Rather than reinventing the wheel and spending countless hours trying to write algorithms that mimic what is already being done with satellite imagery, doctors and medical researchers are looking to existing capabilities in the geospatial field to see how these tools can be repurposed. Over the past few years we have seen some very unique uses for ENVI, our image analysis software, in the medical field. One unique use as of late is researching whether ENVI and its change detection algorithms can used to detect early signs of skin cancer. The theory behind the idea was that with some manipulation to the images, they can be mosaicked to display a specific region of the body and then cataloged so when the patient visits next, the comparison can be run to see where new suspicious moles have cropped up or where changes in skin pigment  have occurred. Those changes can be flagged for the doctor to review.
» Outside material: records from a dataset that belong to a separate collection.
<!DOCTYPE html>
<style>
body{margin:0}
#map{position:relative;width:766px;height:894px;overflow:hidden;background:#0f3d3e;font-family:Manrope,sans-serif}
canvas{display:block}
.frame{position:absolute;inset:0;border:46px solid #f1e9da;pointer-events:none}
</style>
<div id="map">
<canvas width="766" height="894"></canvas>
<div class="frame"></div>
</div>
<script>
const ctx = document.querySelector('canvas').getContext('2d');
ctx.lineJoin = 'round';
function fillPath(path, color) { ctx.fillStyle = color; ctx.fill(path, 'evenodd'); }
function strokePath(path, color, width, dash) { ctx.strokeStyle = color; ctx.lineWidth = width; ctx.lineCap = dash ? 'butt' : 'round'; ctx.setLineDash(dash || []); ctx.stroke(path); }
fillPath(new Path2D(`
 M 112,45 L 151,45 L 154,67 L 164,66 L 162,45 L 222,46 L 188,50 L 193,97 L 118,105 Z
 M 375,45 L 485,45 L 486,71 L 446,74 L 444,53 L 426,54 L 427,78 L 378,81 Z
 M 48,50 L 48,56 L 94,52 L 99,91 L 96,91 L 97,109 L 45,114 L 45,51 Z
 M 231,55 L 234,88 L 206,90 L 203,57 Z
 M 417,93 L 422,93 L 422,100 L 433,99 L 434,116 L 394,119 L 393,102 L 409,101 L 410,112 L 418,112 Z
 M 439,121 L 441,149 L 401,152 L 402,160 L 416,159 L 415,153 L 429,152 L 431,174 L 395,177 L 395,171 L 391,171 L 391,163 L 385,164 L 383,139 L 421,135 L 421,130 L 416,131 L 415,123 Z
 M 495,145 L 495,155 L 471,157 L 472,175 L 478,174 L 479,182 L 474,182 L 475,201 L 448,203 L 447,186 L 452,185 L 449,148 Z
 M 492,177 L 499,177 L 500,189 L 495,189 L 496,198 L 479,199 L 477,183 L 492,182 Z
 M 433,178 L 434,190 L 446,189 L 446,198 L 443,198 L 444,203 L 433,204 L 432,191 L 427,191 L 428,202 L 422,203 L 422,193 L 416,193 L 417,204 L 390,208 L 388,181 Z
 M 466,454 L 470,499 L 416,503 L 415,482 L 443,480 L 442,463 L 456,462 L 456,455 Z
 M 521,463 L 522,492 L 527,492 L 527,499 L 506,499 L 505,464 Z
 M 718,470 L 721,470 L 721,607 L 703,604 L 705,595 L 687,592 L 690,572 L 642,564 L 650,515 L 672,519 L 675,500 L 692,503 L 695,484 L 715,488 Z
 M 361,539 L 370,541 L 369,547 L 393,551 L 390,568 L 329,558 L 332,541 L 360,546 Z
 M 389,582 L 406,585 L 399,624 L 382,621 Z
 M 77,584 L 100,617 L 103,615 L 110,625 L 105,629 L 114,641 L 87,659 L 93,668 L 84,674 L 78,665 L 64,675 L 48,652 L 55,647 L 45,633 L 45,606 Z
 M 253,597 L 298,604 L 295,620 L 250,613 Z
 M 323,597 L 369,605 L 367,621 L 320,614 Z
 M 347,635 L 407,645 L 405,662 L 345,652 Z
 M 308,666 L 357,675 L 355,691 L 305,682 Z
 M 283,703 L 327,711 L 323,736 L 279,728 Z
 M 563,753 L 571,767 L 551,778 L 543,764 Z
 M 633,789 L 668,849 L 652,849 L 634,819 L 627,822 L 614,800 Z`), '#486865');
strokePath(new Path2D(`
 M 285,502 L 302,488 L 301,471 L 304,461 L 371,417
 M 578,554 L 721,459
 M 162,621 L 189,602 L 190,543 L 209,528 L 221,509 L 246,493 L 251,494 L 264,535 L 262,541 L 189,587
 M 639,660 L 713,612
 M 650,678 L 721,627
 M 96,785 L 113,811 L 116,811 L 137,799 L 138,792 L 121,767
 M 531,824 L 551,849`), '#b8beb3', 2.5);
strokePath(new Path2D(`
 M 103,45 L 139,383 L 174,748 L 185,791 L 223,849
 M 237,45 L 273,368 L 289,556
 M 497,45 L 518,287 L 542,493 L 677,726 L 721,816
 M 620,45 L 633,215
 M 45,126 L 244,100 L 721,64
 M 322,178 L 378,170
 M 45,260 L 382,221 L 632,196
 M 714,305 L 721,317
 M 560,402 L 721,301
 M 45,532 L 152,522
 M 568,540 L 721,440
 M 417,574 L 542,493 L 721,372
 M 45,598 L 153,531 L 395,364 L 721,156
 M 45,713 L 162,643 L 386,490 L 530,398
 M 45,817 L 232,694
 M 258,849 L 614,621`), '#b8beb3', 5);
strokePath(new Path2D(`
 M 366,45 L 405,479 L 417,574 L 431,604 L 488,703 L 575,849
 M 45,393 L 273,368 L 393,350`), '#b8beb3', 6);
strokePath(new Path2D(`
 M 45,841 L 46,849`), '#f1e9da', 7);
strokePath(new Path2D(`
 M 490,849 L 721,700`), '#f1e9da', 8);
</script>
With IDL’s DICOM support, it allows doctors to implement ENVI into a medical setting and push their patient data back up to servers where historical data is hosted, just as they would with traditional medical diagnostic tools. While there would be some challenges to getting complete body scans, the data itself could lead to finding trends on the skin that change how skin cancer is battled.

Another unique example of utilizing the existing geospatial capabilities from within ENVI for medical image analysis was done by National Institute of Standards and Technology. Their abstract focused on using a hyperspectral camera to study illuminant spectral distribution in surgical and diagnostics settings as well as how that affected human visual perception while performing surgery and diagnostics both in the body, as well as on the epidermis. The study took a look at both traditional and LED surgical lamp reflectance, compared to a spectrally tunable light source and what benefits the latter could potentially provide in both diagnostic and surgery settings.

Illumination with enhanced contrast as a visualization tool for clinical diagnostics and surgery 2/26/2009-Maritoni A. Litorja; Steven W. Brown; Yoshihiro Ohno; Chungsan Lin)

Illumination with enhanced contrast as a visualization tool for clinical diagnostics and surgery 2/26/2009-Maritoni A. Litorja; Steven W. Brown; Yoshihiro Ohno; Chungsan Lin)

If you are curious about this abstract it can be viewed on NIST’s Publication page: http://www.nist.gov/manuscript-publication-search.cfm?pub_id=901403

The above cases are two of the more prominent uses that stand out, but I am sure they are just the tip of the iceberg. It is truly exciting to see the limits of geospatial tools pushed and used in fields outside of their intended uses. I look forward to seeing some of the theories gain traction and be implemented into settings that help save lives in the future.